Here is how you do it:
Firstly, choose an endurance event because if you still do not want to throw your bike into a dumpster after a few hours of riding it means you like the sport and will likely stick with it. You can go for for example a 6-hour mtb race in Michigan.
Drive 9 hours to the race the day before.
On your drive to the race location stop to buy a bike and clipless pedals (who cares that you have not used such pedals on a mtb before).
Then stop again to buy biking shoes and have a guy in store install cleats on them for you.
10pm the day before the race remove the flat pedals that came with the bike and install those clipless pedals.
Yeah right, those flat pedals are so tight you cannot remove them. Hope that someone at the race location will be able to do it.
When race morning comes, make your friend help you remove those pedals. Remove one but the second one remains stuck. 30min to the start. But do not worry, who needs to test whether cleats position works for you or try to see whether she can clip in and out anyway? You will have 6 hours to find out.
Take the bike to a tent of a local bike store. Have three guys working on it, one of them breaking a pedal wrench in a process and the other cutting himself on your front ring. But they manage to do it! 5min to the start.
Oh right, test ride the bike sprinting to the start line. Try to clip in and out once or twice. All good.
And off you go! 6 hours on trails in a pissing rain.
If you are lucky (like I was), they stop the race after 4 hours because of race conditions – trails became mud pots, rocks and roots slippery, bikes do not shift anymore because everything is covered with a thick layer of mud and even if it was not your hands are so frozen that you cannot shift anymore anyway.
At the end of all this you are a mountain biker.

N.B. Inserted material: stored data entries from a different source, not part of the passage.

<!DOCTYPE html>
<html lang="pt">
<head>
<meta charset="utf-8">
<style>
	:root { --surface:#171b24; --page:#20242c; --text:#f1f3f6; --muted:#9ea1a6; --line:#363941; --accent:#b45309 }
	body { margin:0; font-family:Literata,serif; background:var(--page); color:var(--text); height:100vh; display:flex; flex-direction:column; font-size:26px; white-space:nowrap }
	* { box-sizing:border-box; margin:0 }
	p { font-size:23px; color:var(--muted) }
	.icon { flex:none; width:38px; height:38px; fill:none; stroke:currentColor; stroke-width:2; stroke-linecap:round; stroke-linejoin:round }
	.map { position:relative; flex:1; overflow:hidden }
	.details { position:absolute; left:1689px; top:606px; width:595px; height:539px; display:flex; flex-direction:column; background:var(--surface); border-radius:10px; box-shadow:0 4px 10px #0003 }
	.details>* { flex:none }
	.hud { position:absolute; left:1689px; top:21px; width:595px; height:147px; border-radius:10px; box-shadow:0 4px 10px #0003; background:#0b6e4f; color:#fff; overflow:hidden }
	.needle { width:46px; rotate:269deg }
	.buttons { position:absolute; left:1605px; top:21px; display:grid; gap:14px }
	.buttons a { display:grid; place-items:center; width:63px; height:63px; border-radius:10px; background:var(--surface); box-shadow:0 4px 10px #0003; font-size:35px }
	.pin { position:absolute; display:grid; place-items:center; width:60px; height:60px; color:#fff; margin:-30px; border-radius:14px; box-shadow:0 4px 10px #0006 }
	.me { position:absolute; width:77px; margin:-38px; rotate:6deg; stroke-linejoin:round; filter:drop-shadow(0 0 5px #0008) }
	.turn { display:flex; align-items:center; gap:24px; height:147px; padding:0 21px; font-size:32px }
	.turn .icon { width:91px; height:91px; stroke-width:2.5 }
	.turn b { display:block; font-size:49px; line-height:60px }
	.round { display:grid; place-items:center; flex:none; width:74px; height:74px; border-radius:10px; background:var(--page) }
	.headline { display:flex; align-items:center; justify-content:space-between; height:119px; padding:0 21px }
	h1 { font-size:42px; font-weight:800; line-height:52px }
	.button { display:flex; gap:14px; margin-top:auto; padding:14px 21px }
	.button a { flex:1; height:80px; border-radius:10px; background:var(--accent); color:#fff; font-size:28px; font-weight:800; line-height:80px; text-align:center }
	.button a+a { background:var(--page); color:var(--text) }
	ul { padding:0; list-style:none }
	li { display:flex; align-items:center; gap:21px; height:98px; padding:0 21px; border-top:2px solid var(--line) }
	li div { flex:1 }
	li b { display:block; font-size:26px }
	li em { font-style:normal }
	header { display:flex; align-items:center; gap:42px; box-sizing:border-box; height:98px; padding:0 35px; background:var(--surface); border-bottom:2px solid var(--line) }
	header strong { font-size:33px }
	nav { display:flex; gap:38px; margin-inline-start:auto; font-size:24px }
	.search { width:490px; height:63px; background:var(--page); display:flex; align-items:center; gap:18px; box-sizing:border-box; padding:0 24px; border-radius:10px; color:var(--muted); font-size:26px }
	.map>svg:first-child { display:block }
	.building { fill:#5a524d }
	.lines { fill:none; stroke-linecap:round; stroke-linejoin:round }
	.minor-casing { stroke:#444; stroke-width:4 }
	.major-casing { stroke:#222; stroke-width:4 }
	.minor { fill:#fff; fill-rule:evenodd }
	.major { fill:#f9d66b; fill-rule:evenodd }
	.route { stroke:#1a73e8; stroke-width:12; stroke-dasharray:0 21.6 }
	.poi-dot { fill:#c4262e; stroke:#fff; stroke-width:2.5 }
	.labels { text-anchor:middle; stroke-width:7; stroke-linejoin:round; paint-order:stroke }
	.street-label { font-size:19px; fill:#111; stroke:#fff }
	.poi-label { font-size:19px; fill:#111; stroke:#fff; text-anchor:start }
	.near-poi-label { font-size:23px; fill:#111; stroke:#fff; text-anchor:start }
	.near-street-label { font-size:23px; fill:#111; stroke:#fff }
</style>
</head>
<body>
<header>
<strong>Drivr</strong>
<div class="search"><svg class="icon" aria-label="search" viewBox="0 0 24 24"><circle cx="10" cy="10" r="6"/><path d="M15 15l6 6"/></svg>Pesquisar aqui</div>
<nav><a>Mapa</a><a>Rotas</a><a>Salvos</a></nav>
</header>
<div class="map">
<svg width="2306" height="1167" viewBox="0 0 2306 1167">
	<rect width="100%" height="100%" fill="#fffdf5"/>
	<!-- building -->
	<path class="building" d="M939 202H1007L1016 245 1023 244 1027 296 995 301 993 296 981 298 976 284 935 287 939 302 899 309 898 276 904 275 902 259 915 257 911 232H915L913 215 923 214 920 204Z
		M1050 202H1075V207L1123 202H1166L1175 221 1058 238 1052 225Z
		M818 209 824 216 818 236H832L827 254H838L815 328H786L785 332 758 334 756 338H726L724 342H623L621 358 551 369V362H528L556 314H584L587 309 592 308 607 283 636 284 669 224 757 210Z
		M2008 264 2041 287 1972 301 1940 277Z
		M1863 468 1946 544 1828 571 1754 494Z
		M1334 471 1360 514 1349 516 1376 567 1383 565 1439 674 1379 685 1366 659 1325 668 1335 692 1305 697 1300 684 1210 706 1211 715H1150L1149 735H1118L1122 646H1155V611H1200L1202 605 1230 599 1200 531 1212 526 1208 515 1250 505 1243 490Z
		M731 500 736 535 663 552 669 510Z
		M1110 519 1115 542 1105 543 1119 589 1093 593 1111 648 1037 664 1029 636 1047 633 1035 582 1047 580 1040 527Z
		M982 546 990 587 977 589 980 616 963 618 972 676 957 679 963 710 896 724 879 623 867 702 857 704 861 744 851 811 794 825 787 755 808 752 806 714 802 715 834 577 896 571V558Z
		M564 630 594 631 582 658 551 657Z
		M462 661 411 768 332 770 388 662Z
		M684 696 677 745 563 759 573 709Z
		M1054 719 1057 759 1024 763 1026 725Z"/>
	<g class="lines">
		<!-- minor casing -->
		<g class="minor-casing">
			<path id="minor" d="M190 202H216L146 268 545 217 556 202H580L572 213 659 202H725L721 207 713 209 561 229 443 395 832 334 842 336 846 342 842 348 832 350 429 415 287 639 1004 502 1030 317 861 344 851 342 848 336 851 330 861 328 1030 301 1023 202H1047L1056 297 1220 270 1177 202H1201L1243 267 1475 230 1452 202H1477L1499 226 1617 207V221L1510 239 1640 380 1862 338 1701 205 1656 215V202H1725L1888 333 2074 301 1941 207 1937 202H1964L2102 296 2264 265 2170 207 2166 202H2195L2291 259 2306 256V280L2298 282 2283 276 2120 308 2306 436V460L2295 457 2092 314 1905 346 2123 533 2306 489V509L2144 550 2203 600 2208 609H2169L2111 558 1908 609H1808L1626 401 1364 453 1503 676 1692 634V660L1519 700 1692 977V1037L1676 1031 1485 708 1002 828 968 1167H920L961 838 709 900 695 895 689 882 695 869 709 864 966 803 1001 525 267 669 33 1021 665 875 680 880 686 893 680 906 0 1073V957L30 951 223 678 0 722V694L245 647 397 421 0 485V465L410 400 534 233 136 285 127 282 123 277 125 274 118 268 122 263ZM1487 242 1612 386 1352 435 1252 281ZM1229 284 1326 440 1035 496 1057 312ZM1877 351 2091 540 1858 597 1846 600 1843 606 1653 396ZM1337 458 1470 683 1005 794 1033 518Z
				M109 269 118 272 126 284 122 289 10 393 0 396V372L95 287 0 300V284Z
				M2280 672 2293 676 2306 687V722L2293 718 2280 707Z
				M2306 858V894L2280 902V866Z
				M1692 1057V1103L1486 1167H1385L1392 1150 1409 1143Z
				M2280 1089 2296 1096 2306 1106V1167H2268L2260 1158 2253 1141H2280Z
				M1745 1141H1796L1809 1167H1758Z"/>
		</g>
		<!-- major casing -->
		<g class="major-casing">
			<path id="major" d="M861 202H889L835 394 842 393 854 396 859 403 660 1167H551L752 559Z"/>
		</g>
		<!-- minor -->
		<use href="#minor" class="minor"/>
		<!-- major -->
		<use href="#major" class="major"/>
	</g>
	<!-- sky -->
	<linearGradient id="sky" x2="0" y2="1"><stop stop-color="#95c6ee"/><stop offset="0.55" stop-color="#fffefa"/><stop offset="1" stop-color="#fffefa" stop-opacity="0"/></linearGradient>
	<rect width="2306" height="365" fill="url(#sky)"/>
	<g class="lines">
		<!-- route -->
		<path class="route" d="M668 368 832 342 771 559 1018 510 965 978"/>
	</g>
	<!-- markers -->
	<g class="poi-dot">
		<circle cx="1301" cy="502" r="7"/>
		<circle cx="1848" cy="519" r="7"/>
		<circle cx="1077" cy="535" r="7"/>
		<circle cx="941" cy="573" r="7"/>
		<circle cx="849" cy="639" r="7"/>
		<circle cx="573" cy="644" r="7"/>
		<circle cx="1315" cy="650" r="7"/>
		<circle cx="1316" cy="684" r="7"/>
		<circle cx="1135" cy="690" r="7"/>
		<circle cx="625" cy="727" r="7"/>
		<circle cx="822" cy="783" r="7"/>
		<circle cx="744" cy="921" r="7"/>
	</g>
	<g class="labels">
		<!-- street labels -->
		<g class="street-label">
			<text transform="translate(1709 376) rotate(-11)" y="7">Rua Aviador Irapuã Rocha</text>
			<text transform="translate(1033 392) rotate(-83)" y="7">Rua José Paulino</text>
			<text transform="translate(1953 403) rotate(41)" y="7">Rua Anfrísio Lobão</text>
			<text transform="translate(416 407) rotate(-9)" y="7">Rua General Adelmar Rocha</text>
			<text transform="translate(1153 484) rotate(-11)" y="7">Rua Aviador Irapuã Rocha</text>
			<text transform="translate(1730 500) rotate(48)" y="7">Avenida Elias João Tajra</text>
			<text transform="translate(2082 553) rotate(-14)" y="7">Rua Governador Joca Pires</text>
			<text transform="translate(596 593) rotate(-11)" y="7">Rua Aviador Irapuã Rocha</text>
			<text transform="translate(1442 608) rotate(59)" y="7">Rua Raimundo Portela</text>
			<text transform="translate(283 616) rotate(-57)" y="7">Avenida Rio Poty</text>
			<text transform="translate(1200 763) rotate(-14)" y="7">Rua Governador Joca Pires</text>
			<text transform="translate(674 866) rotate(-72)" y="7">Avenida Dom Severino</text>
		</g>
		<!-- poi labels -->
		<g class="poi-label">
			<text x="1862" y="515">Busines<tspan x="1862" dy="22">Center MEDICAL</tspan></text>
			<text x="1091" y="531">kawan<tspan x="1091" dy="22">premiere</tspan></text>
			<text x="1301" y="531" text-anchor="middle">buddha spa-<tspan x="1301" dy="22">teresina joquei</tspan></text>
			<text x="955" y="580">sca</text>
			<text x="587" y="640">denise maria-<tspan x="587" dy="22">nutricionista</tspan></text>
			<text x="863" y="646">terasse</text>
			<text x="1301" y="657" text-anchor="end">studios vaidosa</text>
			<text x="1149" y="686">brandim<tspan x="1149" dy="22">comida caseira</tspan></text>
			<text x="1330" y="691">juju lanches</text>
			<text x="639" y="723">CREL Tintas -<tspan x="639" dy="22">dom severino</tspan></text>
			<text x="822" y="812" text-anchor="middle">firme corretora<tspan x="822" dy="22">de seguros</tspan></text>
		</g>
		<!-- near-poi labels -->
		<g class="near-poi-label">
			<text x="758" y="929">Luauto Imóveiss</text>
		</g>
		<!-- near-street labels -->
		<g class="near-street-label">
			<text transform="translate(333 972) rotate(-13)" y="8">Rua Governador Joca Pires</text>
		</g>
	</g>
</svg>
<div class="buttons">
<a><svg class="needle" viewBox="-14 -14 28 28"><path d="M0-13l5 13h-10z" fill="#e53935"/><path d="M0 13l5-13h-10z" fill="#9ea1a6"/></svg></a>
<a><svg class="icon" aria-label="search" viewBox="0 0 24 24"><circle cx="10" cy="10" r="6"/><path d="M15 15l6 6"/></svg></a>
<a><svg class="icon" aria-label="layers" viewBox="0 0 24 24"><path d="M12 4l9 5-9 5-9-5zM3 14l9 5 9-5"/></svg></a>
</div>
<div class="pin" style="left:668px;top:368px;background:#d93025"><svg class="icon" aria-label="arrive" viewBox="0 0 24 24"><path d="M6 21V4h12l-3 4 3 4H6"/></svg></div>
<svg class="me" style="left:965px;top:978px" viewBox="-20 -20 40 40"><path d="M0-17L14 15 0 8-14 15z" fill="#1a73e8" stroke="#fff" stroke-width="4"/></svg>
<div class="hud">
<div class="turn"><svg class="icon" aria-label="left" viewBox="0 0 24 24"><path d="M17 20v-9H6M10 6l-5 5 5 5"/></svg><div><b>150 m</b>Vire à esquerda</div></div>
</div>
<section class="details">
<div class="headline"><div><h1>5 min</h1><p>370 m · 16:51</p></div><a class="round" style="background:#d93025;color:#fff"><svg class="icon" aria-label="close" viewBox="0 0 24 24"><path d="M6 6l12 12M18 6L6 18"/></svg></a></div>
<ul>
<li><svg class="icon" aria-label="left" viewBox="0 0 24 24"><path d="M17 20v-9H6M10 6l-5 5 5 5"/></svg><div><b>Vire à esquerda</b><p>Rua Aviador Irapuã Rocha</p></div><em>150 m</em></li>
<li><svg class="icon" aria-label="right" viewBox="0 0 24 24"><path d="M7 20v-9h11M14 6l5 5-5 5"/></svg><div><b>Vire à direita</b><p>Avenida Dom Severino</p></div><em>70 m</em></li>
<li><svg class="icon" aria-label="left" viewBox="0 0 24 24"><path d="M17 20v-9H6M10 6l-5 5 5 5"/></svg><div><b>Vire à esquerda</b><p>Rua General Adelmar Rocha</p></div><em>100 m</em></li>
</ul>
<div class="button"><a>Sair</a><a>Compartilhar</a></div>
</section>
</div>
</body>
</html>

Ok, so the race was fun even though the weather was horrible (call me a sissy but I was not complaining one bit when they decided to shut it down after 4 hours). I have not wiped out at all and had to "test" whether I know how to clip out only once. I LOVED my new bike and my new pedals. Those clipless pedals are awesome for mtbiking.
We did around 7.2mile loops and I managed 5 in 3h38min so around 36miles of mountain biking (there were quite a lot of people racing but most of them did 8h team rides. There was only one another woman stupid enough to do 6h solo ride and I beat her. So I won the race, but there were only two of us:). With each loop I was getting more confident in my skills, unfortunately with every lap the conditions were getting worse and worse. It was great nevertheless. Some of those mtb guys were going as if they were cruising along a newly paved highway. They are crazy badasses! (I want one of those at home.)
Did I mention that I loved my bike, Giant Talon 2011? You remember a guy I met last year at a traffic light when I was biking home from the criterium race and he invited me to come to do a race with him? So he found that bike for me and it was a great deal. He is the nicest person ever! I mean seriously, I met him only three times and have not seen him for a year but he did the research, called the seller, discussed the bike specifics and price with him, arranged the meeting for me, sent me 30+ test messages about how I should test ride it to make sure it fits me, how to install the cleats, how to clean it afterwards. Isn’t it the nicest thing ever? We went out for a coffee on Sunday but before that we went to buy a bike rack for my car and he showed me how to assemble it and everything! I bought him cookies for his help, because who does not like cookies, right?
And I did not want to throw the bike into a dumpster at the end of the day so I guess it means I liked it and am hooked.